UK parliament committee demands sweeping social media censorship

By Robert Stevens
22 February 2019

Parliament’s Digital, Culture, Media and Sport Committee (DCMS) has called for the sweeping censorship of Facebook and other social media.

Reporting its 18-month investigation into “Disinformation and ‘fake news’,” the select committee’s explicitly anti-Russian agenda was clear from the outset, with a remit to tackle accusations of foreign interference in the 2014 Scottish independence referendum, the 2016 referendum on the UK’s European Union membership and the 2017 general election.

The committee is chaired by leading Conservative Damian Collins, with 11 members in total (five Tory MPs, five Labour and one Scottish National Party MP.) The introduction to the report declares, “Democracy is at risk from the malicious and relentless targeting of citizens with disinformation and personalised ‘dark adverts’ from unidentifiable sources, delivered through the major social media platforms we use every day.

“Much of this is directed from agencies working in foreign countries, including Russia.”

The report denounced Facebook in unprecedented language, stating, “Companies like Facebook should not be allowed to behave like ‘digital gangsters’ in the online world, considering themselves to be ahead of and beyond the law.”

Facebook CEO Mark Zuckerberg is accused of showing “contempt” towards the committee by choosing not to appear before it last year and sending senior executives to answer questions.

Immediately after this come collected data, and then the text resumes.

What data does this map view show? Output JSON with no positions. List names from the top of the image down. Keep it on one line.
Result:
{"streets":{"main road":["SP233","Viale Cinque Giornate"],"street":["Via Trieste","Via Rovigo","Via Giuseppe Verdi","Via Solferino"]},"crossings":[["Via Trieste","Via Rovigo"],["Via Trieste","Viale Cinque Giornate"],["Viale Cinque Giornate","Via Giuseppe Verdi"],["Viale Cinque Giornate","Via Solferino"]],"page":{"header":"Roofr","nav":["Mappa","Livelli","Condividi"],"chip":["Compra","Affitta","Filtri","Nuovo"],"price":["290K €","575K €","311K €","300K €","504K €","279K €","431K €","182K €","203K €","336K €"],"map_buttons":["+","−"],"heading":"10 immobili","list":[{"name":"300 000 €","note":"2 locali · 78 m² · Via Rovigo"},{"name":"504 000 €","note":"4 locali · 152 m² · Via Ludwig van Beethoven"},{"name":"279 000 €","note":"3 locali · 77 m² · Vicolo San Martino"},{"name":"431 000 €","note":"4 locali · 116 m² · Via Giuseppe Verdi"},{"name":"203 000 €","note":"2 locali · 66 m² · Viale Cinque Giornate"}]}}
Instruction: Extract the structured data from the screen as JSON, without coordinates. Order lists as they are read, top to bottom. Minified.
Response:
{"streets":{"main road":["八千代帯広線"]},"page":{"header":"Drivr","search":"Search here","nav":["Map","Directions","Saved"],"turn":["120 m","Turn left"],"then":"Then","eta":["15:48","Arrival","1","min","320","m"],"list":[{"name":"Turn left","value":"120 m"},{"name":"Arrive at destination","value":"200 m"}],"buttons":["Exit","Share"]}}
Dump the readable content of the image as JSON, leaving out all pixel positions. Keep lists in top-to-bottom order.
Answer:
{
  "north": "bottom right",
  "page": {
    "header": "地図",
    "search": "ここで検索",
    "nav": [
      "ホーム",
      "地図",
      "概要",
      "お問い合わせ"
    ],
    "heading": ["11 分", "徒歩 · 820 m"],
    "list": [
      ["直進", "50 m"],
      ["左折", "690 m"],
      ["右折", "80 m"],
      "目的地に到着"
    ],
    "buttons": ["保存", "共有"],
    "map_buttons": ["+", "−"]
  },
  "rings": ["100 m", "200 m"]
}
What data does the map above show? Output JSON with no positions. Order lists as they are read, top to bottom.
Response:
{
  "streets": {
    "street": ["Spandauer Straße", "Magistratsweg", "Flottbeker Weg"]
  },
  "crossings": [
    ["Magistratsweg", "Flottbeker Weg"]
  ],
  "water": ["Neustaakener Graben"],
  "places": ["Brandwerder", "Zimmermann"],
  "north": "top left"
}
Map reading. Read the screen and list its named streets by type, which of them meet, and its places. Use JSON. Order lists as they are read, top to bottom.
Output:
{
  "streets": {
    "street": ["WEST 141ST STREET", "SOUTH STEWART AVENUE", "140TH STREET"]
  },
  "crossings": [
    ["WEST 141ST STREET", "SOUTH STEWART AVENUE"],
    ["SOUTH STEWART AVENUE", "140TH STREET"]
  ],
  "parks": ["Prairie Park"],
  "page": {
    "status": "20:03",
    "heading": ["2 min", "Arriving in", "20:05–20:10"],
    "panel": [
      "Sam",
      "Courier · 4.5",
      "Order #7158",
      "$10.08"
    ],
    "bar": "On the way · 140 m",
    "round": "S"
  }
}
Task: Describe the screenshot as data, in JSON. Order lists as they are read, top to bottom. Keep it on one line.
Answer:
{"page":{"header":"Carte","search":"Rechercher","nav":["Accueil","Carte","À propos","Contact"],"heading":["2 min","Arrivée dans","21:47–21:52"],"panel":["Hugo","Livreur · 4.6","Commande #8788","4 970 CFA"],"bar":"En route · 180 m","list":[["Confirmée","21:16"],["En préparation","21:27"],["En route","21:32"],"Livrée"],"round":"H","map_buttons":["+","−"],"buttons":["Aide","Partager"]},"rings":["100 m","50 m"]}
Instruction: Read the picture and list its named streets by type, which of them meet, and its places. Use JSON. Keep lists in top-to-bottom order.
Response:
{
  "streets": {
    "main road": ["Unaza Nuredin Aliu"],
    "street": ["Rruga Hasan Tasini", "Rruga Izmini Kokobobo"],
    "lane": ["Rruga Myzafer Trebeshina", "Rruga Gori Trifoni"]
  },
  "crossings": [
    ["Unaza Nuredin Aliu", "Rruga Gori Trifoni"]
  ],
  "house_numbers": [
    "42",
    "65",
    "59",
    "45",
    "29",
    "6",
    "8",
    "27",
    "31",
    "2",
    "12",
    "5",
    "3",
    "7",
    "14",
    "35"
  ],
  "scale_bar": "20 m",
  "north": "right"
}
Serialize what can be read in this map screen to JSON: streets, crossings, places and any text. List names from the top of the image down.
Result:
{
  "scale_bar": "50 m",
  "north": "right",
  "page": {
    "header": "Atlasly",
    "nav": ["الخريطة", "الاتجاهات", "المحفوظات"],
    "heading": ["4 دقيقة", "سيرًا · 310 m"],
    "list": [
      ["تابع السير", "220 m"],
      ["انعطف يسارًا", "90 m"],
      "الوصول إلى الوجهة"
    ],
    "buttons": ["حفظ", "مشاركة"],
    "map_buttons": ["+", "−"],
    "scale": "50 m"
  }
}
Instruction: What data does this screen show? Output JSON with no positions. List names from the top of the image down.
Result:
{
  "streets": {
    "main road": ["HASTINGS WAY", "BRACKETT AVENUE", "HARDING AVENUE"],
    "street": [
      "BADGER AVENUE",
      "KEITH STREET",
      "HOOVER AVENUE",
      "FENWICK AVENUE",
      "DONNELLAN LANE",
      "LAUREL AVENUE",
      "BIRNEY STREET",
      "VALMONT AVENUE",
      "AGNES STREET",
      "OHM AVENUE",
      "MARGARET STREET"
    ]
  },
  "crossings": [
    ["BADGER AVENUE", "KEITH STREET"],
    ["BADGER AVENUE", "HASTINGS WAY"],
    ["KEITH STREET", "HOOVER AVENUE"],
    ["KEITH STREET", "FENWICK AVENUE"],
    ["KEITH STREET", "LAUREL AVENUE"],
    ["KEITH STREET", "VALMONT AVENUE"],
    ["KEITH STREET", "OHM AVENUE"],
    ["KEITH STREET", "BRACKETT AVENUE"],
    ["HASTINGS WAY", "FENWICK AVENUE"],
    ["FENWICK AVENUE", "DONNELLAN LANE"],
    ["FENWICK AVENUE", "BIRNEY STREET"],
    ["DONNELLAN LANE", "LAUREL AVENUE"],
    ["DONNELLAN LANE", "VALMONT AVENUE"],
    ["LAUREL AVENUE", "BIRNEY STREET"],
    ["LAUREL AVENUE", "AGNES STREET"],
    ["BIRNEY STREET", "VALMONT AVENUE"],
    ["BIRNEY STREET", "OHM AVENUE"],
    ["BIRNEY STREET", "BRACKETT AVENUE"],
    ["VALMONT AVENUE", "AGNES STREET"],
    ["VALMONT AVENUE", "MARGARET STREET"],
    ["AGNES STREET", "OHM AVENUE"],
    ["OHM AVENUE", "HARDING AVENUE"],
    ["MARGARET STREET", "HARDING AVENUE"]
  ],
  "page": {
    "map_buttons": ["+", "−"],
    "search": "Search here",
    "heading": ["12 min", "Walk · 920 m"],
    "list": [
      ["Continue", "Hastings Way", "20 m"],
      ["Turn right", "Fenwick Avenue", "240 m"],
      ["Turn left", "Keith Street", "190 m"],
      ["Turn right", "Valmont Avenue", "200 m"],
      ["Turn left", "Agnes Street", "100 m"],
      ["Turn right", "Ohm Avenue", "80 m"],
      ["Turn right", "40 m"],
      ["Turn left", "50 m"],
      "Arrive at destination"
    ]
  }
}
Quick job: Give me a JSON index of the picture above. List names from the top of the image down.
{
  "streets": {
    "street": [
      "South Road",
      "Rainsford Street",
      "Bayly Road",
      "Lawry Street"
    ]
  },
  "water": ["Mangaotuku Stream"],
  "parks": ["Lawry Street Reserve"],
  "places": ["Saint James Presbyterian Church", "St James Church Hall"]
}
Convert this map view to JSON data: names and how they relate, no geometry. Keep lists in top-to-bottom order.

Collins said that Zuckerberg had given incomplete, disingenuous and “at times misleading” evidence. Facebook had “intentionally and knowingly” violated data privacy laws and should be subject to a probe by the UK’s competition and data watchdogs.

Such denunciations of Zuckerberg are from the right, justifying regulation and censorship by using the crimes of the internet corporations, real, imagined and manufactured, to clamp down on free speech and to ensure that the only news and opinions that can be disseminated are those published by their own favoured propaganda outlets.

The report states, “In a democracy, we need to experience a plurality of voices and, critically, to have the skills, experience and knowledge to gauge the veracity of those voices. While the Internet has brought many freedoms across the world and an unprecedented ability to communicate, it also carries the insidious ability to distort, to mislead and to produce hatred and instability. It functions on a scale and at a speed that is unprecedented in human history.”

The committee adds, “We must use technology… to free our minds and use regulation to restore democratic accountability. We must make sure that people stay in charge of the machines.”

The “people” the DCMS want in charge are representatives of the ruling elite, who can determine what can and cannot be accessed through social media. Collins said, “The age of inadequate self-regulation must come to an end.”

The DCMS declares, “Social media companies cannot hide behind the claim of being merely a ‘platform’ and maintain that they have no responsibility themselves in regulating the content of their sites.” It demands the creation of a “compulsory Code of Ethics … overseen by an independent regulator, setting out what constitutes harmful content. The independent regulator would have statutory powers to monitor relevant tech companies…”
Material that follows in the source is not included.